[Saved data entries]
——————

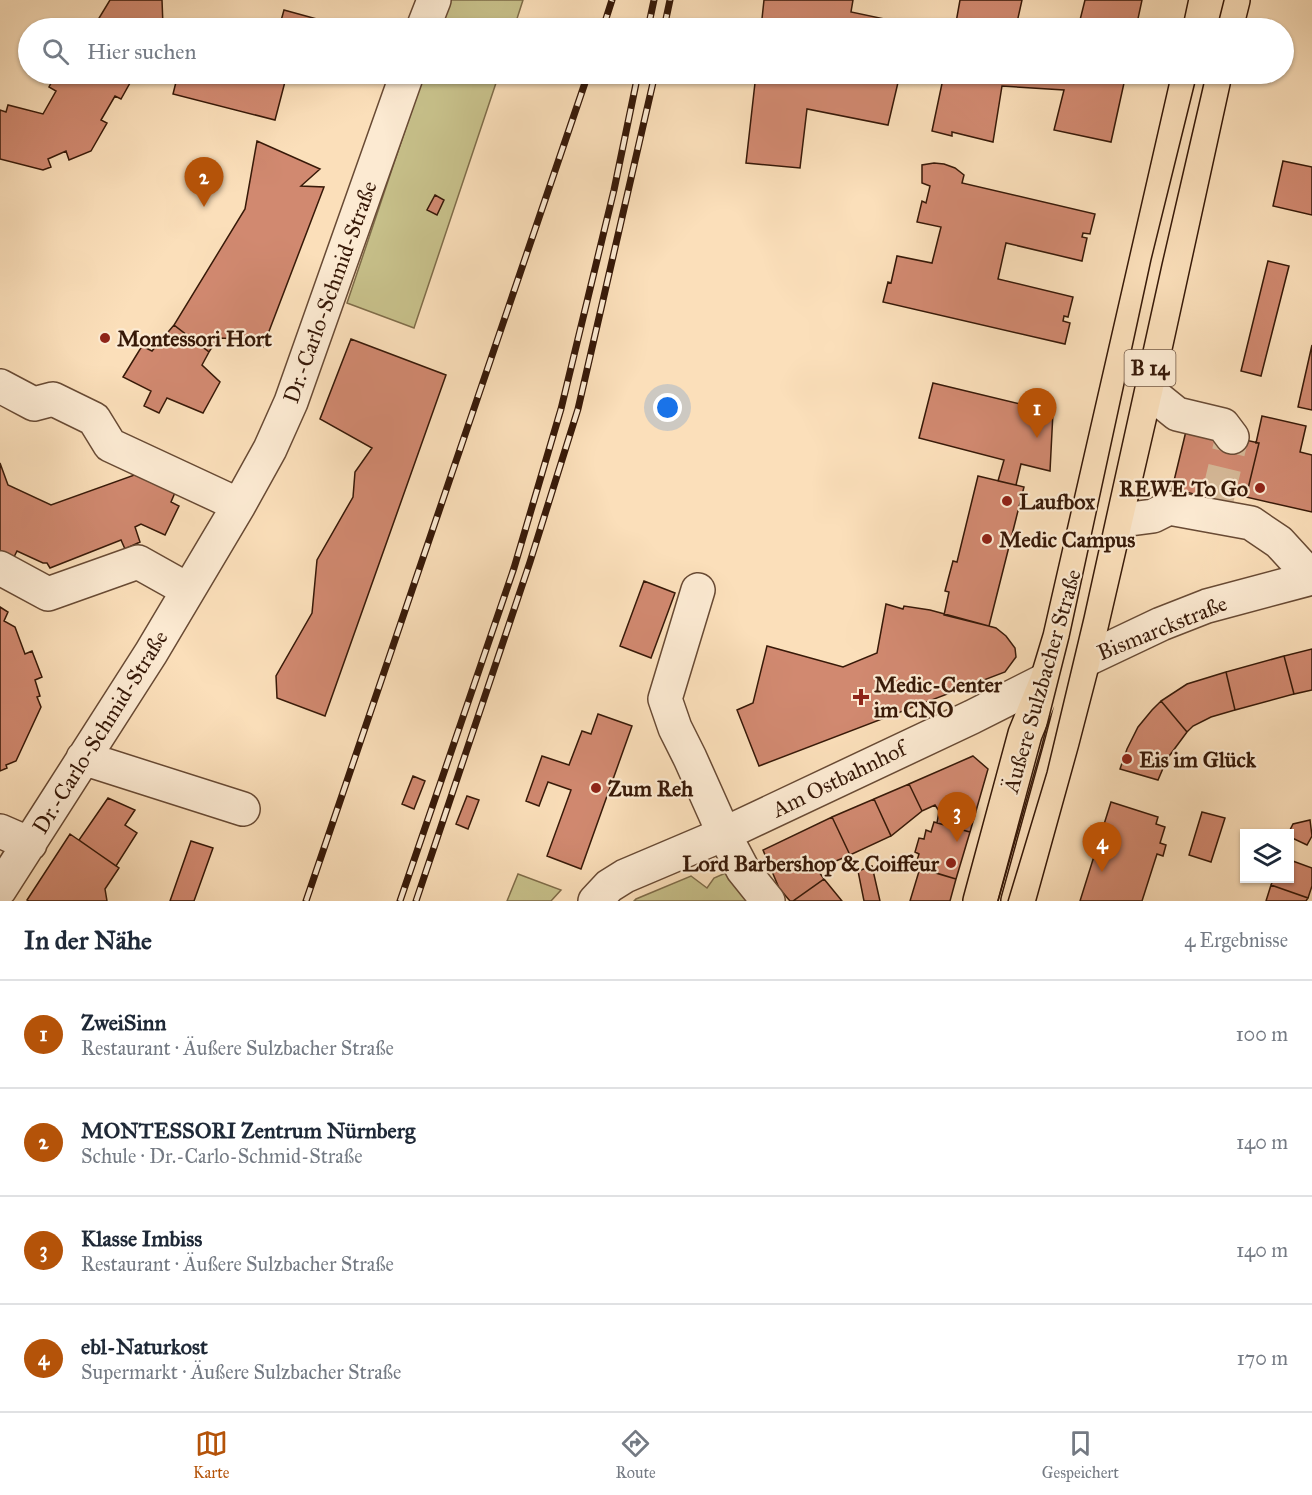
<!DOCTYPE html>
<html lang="de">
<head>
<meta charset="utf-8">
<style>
	:root { --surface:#fff; --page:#f2f2f3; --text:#1f2937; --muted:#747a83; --line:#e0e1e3; --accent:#b45309 }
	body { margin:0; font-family:"IM FELL Great Primer",serif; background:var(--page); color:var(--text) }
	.controls { position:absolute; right:18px; bottom:18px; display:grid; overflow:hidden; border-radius:0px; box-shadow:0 2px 4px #0004 }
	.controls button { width:54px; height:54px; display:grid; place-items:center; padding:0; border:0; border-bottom:2px solid var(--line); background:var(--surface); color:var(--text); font:30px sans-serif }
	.you { position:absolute; left:668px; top:408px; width:21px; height:21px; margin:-15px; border:4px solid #fff; border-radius:50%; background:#1a73e8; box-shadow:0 0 0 9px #1a73e833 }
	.badge { display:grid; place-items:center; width:39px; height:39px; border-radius:50%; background:var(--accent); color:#fff; font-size:20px; font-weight:700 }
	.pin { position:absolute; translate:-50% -50px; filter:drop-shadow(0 2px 3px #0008) }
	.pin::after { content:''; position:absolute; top:32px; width:21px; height:18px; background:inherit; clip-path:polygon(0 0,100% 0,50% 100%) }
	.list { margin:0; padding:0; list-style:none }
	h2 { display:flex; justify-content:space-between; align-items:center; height:78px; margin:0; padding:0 24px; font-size:26px }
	h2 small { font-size:20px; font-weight:400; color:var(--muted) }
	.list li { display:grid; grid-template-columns:39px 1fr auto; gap:18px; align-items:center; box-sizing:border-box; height:108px; padding:0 24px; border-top:2px solid var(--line) }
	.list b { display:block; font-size:22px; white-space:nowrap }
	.list p { margin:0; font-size:20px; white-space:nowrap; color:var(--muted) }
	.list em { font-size:20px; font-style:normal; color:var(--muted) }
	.icon { flex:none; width:33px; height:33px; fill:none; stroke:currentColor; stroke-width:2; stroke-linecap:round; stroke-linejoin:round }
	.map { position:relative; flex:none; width:1312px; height:901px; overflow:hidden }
	.search { position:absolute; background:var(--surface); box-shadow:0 2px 4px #0004; left:18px; right:18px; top:18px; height:66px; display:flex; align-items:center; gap:15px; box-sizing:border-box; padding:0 21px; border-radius:33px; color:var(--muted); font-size:22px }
	.sheet { height:510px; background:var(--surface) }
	nav { display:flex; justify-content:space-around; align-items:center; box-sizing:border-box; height:84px; border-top:2px solid var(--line); background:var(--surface); font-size:16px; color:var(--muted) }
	nav a { display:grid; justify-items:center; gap:3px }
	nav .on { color:var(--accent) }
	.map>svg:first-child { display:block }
</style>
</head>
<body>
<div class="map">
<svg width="1312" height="901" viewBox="0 0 1312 901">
	<rect width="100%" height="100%" fill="#fbdfba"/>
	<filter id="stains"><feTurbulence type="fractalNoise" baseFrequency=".00333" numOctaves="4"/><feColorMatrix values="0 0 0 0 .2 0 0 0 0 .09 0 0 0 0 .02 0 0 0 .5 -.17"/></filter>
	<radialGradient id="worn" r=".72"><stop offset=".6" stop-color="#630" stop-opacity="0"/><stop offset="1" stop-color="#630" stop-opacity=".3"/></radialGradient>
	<path fill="#c7c08a" stroke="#7f6c49" stroke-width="1.5" d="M449 0H523L514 28H439Z
		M424 74H499L414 328 347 303Z
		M728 872 755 901H634L636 899 691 876 707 888 714 878Z
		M518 874 561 890 551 901H507Z"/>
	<path fill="#d18970" stroke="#371908" stroke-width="1.5" d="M110 0H162L163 26 162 28H93Z
		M764 0H853L851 12 927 28H761Z
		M960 0H1022L1016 27 1024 28H955Z
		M1085 0H1142L1136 28H1078Z
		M284 10 335 24 333 28H279Z
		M56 74H135L121 99 115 96 101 120 107 123 91 151 69 160 66 151 48 159 51 167 43 170 0 159V110L6 112 8 105 43 114 56 91 49 87Z
		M178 74H287L275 120 173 94Z
		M756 74H900L888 125 807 109 800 168 746 163Z
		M944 74H1126L1111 142 1054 130 1064 90 1002 86 993 142 952 132V136L932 131Z
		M257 141 320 169 301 186 324 187 263 347 238 346 242 339 218 338 209 352 174 325 245 209Z
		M1283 161 1312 167V215L1273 206Z
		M934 163 944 164 955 168 964 175 962 183 1095 214 1090 234 1083 233 1082 237 1087 238 1082 261 1006 243 998 279 1073 297 1068 317 1064 316 1063 321 1070 323 1065 344 883 302 888 282 891 283 897 256 932 263 941 227 917 222 922 201 926 203 930 186 922 183V165Z
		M435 195 444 200 437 215 427 210Z
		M1268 261 1289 266 1261 376 1241 371Z
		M174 325 209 352 202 365 220 382 203 413 167 398 159 413 144 406 151 391 123 377 142 346 152 351Z
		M351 339 446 375 325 716 277 698 276 676 312 613 317 560 353 497 355 472 372 448 320 419Z
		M1312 345V410L1298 407Z
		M933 383 1053 412 1050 471 1021 464 1016 485 998 481 1004 460 919 438Z
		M1262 416 1306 426 1300 452 1312 455V512L1246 497 1259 443H1256Z
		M1187 427 1259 443 1246 497 1231 494 1229 502 1172 489Z
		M0 463 8 485 51 505 151 469 177 488 171 502 179 506 165 535 141 524 135 527 140 542 125 549 121 540 50 568 47 563H43L17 551 13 559 0 553Z
		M978 476 1024 487 989 626 944 615 949 592 945 591 953 561 957 562Z
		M644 581 675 593 651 658 620 646Z
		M886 604 903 609 904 606 930 610 996 628 1006 636 1015 648 1016 657 1005 672 759 766 737 710 753 703 767 646 843 667 877 653Z
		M0 607 8 612 4 621 15 627 25 654 32 651 42 677 35 680 40 696 37 697 41 707 16 761 6 765 7 768 0 771Z
		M1312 649V690L1294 694 1284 656Z
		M1284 656 1294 694 1235 710 1226 672Z
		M1226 672 1235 710 1211 717 1193 726 1187 732 1161 701 1187 684Z
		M1161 701 1187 732 1167 759 1158 780 1120 769 1127 749 1138 727 1152 710Z
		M598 714 632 726 581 869 547 856 571 790 548 782 539 806 526 801 542 756 569 765 582 731 591 734Z
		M973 756 988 769 970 832 937 823 939 811 935 805 922 811 909 784Z
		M413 776 425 781 414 809 402 804Z
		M909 784 922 811 891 836 874 799Z
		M467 796 479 800 468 829 456 824Z
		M108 798 135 810 125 825 137 833 116 866 79 840Z
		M874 799 891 836 850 855 832 817Z
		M1111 802 1158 817 1156 824 1165 827 1160 843 1166 845 1163 856 1157 854 1142 901H1080Z
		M1202 812 1225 818 1211 862 1189 855Z
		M832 817 850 855 817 869 824 879 793 901H790L779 888 763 850Z
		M1310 820 1312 836 1307 845 1290 837V834H1288L1293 824Z
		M934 822 970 832 956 879 915 867 919 854 915 852 919 838 924 839 926 830 931 832Z
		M70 834 119 868 105 889 107 901H29L27 900Z
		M191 841 213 848 194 901H170Z
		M1290 860 1312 868V886L1308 898 1271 885 1274 878H1290Z
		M872 866 880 901H864L858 871Z
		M920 868 956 879 950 901H910Z
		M824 879 842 901H793Z
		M1271 885 1308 898 1306 901H1266Z"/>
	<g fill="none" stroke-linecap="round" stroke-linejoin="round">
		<path stroke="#d4b796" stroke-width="33" stroke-dasharray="33 16" stroke-linecap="butt" d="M1217 500 1232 437"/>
		<g stroke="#684a34" stroke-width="36">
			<path id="minor" d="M423 28 434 0
				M0 386 34 404 53 399 94 419 110 445 239 505
				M1146 389 1177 414 1223 425 1232 437
				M1115 521 1153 516 1169 508 1251 523 1279 542 1312 578
				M0 568 48 594 138 562 188 590
				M698 590 665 699 675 728 690 758 724 834 743 870 768 901
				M83 758 243 809
				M0 831 30 844
				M0 889 151 653 239 505 270 449 291 402 407 74
				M595 901 609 886 625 876 724 834 972 717 1083 661 1161 624 1207 606 1312 578"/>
		</g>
		<g stroke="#371908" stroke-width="36">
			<path id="major" d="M1200 28 1206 0
				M1226 28 1233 0
				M980 901 1025 734 1047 680 1060 637 1189 74
				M1018 901 1062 742 1083 661 1146 389 1215 74"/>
		</g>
		<use href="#minor" stroke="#fcead2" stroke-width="33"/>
		<use href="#major" stroke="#fbdfba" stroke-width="33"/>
		<path stroke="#371908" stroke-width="1.5" d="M1217 28 1224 0
			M998 901 1041 749 1069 638 1151 260 1197 74
			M1008 901 1047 772 1084 617 1162 264 1206 74"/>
		<g stroke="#371908" stroke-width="7">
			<path id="rail" d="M603 28 612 0
				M648 28 654 0
				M664 28 670 0
				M306 901 588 74
				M400 901 514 568 561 409 614 190 638 74
				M416 901 530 562 578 409 655 74"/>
		</g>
		<use href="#rail" stroke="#fcead2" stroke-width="4.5" stroke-dasharray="14" stroke-linecap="butt"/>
	</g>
	<g fill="#8f2418" stroke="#fcead2" stroke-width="2">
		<circle cx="105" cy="338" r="6"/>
		<circle cx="1260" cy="488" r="6"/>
		<circle cx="1007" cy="501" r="6"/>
		<circle cx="987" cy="539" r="6"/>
		<path d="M858 688h6v6h6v6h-6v6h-6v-6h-6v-6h6z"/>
		<circle cx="1127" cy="759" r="6"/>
		<circle cx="596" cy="788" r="6"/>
		<circle cx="951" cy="863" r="6"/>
	</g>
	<g text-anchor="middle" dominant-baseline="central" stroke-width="4.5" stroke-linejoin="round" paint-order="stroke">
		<rect fill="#fcead2" stroke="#725845" stroke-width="1.5" x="1124.5" y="350" width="51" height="36" rx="4.5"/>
		<g font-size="21" font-weight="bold" fill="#371908">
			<text x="1150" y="368">B 14</text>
		</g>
		<g font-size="22" fill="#371908" stroke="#fcead2">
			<text transform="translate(330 292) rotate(-70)">Dr.-Carlo-Schmid-Straße</text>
			<text transform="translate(1162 628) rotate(-22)">Bismarckstraße</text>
			<text transform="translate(1042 681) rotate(-74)">Äußere Sulzbacher Straße</text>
			<text transform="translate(100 732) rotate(-58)">Dr.-Carlo-Schmid-Straße</text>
			<text transform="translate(839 779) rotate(-26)">Am Ostbahnhof</text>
		</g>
		<g font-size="22" font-weight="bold" fill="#371908" stroke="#fcead2" text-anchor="start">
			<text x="117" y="338">Montessori Hort</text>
			<text x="1248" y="488" text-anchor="end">REWE To Go</text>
			<text x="1019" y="501">Laufbox</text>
			<text x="999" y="539">Medic Campus</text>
			<text x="874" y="684">Medic-Center<tspan x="874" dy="25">im CNO</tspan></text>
			<text x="1139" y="759">Eis im Glück</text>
			<text x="608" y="788">Zum Reh</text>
			<text x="939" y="863" text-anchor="end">Lord Barbershop &amp; Coiffeur</text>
		</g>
	</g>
	<rect width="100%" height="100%" filter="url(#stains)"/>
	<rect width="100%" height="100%" fill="url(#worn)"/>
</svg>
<div class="controls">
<button><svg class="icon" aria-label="layers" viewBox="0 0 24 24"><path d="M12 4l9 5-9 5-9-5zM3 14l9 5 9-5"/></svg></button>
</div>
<div class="you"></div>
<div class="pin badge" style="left:1037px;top:438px">1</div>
<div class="pin badge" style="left:204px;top:207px">2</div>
<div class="pin badge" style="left:957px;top:842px">3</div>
<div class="pin badge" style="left:1102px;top:872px">4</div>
<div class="search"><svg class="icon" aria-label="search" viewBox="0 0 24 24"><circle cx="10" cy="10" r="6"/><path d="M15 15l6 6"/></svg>Hier suchen</div>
</div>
<section class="sheet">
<h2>In der Nähe<small>4 Ergebnisse</small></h2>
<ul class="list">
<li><span class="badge">1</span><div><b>ZweiSinn</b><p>Restaurant · Äußere Sulzbacher Straße</p></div><em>100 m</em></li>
<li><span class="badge">2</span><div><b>MONTESSORI Zentrum Nürnberg</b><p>Schule · Dr.-Carlo-Schmid-Straße</p></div><em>140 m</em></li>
<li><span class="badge">3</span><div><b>Klasse Imbiss</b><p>Restaurant · Äußere Sulzbacher Straße</p></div><em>140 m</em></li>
<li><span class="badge">4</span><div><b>ebl-Naturkost</b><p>Supermarkt · Äußere Sulzbacher Straße</p></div><em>170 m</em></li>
</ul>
</section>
<nav>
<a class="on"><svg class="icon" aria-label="map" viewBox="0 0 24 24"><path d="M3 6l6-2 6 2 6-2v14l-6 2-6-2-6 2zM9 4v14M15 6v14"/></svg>Karte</a>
<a><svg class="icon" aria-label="directions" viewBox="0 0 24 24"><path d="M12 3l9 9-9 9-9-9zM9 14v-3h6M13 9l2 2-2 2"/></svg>Route</a>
<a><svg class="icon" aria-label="saved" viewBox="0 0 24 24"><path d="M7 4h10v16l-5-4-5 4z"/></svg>Gespeichert</a>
</nav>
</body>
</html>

——————

## Your task
What lines in the data above carry "white"? Return them all.

## Result for this task
	.list b { display:block; font-size:22px; white-space:nowrap }
	.list p { margin:0; font-size:20px; white-space:nowrap; color:var(--muted) }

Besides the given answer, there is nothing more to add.